The researchers think that long ago, when mammals split into a broad range of new species, the original smell-sensing gene began copying itself — and morphing somewhat — over and over again. This appears to have happened the most in ancestors of today’s elephants.

The elephant’s ability to detect a broad range of odors perhaps explains why scents play a big role in its behavior. African elephants, for instance, can communicate aggression via scents. And the animals also can distinguish people from two ethnic groups living near them in East Africa — the Maasai and Kamba. That’s helpful because the Maasai herders, in Kenya, hunt elephants. Mostly farmers, the Kamba pose no threat to the pachyderms.

Power Words

behavior  The way a person or other organism acts towards others, or conducts itself.

cavity     A large open region surrounded by tissues (in living organisms) or some rigid structure (in geology or physics).

gene    A segment of DNA that codes, or holds instructions, for producing a protein. Offspring inherit genes from their parents. Genes influence how an organism looks and behaves.

genome  The complete set of genes or genetic material in a cell or an organism.

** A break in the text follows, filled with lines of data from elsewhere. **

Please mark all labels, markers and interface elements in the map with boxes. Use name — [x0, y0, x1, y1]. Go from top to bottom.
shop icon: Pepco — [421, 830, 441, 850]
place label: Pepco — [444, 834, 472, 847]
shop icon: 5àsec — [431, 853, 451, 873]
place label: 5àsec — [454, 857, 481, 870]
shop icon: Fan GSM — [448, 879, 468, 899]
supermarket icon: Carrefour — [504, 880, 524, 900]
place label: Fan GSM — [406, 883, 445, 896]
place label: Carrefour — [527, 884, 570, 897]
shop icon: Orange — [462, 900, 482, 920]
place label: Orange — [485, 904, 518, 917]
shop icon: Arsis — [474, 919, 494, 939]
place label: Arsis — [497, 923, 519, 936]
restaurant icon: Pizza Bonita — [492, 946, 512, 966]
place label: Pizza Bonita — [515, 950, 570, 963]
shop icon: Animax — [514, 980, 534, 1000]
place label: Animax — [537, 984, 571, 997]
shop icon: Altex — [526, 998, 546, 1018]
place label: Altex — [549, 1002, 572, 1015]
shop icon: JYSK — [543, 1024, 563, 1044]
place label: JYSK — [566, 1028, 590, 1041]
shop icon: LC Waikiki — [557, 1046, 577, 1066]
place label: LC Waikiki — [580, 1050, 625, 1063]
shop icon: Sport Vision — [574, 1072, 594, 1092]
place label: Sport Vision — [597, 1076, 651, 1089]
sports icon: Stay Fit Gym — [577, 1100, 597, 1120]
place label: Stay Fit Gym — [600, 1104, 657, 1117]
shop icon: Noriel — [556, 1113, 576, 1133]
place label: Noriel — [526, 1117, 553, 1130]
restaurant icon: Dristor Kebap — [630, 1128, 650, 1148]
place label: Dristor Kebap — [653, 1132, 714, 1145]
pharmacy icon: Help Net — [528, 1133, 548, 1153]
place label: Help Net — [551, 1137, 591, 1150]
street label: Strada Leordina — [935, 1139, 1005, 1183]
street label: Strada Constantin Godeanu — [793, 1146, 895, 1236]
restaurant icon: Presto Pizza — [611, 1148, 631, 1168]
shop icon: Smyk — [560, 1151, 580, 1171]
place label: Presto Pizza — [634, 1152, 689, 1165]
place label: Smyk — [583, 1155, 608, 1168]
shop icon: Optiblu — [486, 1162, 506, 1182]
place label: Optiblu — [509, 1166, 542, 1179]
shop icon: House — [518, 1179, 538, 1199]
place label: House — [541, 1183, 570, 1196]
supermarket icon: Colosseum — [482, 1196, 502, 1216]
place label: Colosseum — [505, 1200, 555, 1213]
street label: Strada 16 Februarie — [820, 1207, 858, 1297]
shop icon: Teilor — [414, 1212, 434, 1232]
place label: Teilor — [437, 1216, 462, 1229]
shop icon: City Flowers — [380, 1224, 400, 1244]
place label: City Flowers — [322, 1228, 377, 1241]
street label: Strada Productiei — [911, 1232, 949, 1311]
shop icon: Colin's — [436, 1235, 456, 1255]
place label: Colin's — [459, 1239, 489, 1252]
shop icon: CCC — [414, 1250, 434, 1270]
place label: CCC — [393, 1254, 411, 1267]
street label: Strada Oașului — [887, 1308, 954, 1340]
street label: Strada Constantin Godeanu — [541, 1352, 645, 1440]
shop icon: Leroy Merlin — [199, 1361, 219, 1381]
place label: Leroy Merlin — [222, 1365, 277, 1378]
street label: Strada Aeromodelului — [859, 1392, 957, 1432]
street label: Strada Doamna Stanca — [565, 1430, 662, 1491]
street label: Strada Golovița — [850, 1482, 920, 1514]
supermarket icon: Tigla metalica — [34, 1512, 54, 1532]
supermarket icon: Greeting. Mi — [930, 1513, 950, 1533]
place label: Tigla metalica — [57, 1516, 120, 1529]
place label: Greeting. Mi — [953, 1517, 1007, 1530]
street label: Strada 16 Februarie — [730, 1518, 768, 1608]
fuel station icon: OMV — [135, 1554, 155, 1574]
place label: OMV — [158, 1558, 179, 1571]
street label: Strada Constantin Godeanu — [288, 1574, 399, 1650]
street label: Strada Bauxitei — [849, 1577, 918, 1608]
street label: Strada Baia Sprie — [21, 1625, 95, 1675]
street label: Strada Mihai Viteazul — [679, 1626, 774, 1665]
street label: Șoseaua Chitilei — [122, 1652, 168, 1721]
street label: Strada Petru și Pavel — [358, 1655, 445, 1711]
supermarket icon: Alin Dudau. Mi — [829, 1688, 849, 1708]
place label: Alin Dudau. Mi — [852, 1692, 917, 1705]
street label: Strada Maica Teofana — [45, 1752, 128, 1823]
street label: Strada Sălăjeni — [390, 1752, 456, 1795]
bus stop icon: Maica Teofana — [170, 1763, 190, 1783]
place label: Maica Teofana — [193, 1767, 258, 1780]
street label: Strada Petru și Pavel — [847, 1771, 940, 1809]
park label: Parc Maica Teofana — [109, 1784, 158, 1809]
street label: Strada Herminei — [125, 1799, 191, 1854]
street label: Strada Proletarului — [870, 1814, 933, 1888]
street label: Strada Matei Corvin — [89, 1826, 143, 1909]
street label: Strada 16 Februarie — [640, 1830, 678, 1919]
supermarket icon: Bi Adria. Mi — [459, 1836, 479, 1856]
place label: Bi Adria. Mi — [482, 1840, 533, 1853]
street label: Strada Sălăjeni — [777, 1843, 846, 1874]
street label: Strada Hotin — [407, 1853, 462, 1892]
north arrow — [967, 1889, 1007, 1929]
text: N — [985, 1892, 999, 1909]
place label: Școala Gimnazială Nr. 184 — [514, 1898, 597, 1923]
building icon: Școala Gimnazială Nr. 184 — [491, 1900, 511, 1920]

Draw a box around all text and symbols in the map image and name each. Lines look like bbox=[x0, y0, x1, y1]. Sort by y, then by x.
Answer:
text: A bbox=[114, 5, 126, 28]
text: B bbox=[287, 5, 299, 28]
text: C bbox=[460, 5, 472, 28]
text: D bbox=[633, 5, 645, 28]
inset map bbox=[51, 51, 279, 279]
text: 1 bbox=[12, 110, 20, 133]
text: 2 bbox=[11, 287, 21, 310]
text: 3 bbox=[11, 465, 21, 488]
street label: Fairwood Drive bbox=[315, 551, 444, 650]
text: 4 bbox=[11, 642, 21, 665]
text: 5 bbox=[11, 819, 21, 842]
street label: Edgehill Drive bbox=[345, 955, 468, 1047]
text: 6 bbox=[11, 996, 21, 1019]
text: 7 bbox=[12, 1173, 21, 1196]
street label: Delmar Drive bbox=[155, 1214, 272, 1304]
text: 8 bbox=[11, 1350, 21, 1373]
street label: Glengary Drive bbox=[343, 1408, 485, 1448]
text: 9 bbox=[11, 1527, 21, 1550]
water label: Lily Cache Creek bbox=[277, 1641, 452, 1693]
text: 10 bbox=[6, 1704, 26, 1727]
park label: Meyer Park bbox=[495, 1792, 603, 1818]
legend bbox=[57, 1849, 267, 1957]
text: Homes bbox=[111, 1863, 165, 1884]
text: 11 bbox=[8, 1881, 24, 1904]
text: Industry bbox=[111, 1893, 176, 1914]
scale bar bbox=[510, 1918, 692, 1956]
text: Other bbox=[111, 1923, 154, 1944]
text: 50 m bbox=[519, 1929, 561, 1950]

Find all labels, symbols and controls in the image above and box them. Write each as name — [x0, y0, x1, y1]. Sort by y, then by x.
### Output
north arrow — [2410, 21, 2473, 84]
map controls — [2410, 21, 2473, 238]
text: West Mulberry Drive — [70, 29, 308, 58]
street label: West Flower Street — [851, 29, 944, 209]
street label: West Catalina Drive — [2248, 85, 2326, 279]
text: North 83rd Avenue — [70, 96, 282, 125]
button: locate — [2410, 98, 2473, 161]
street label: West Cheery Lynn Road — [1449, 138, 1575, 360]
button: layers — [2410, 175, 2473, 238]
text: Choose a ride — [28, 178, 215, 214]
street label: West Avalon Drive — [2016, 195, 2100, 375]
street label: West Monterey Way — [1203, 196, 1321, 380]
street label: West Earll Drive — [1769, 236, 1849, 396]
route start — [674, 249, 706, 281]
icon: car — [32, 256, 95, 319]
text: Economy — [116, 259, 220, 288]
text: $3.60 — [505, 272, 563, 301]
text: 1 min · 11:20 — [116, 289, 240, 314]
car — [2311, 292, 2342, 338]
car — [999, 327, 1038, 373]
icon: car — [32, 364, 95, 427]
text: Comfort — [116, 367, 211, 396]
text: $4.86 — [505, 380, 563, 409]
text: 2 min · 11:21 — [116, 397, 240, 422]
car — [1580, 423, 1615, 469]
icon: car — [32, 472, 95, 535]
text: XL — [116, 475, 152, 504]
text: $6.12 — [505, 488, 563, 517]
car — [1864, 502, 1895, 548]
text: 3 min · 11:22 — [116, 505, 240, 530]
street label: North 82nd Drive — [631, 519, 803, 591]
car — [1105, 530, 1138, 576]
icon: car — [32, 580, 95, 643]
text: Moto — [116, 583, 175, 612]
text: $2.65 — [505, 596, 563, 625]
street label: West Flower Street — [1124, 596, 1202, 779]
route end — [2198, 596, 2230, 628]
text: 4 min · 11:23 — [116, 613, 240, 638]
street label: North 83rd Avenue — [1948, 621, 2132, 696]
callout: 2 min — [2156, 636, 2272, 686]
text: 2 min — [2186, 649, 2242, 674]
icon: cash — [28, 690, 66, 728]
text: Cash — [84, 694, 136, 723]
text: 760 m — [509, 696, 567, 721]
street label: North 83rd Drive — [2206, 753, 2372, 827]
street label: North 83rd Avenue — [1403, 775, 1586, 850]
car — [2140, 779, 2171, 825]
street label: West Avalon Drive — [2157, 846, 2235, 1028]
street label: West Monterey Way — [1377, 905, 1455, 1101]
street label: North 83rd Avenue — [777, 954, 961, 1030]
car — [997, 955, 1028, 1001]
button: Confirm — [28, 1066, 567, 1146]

nasal     Having to do with the nose.

olfaction    The sense of smell.

pachyderm    A name for elephants and other nonruminant animals with hooves (or nails that look like them) and thick skin. A rhinoceros or hippopotamus also fits within this group, although most people use the term as a synonym for elephant.

receptor  (in biology) A molecule in cells that serves as a docking station for another molecule. Thatsecond molecule can turn on some special activity by the cell.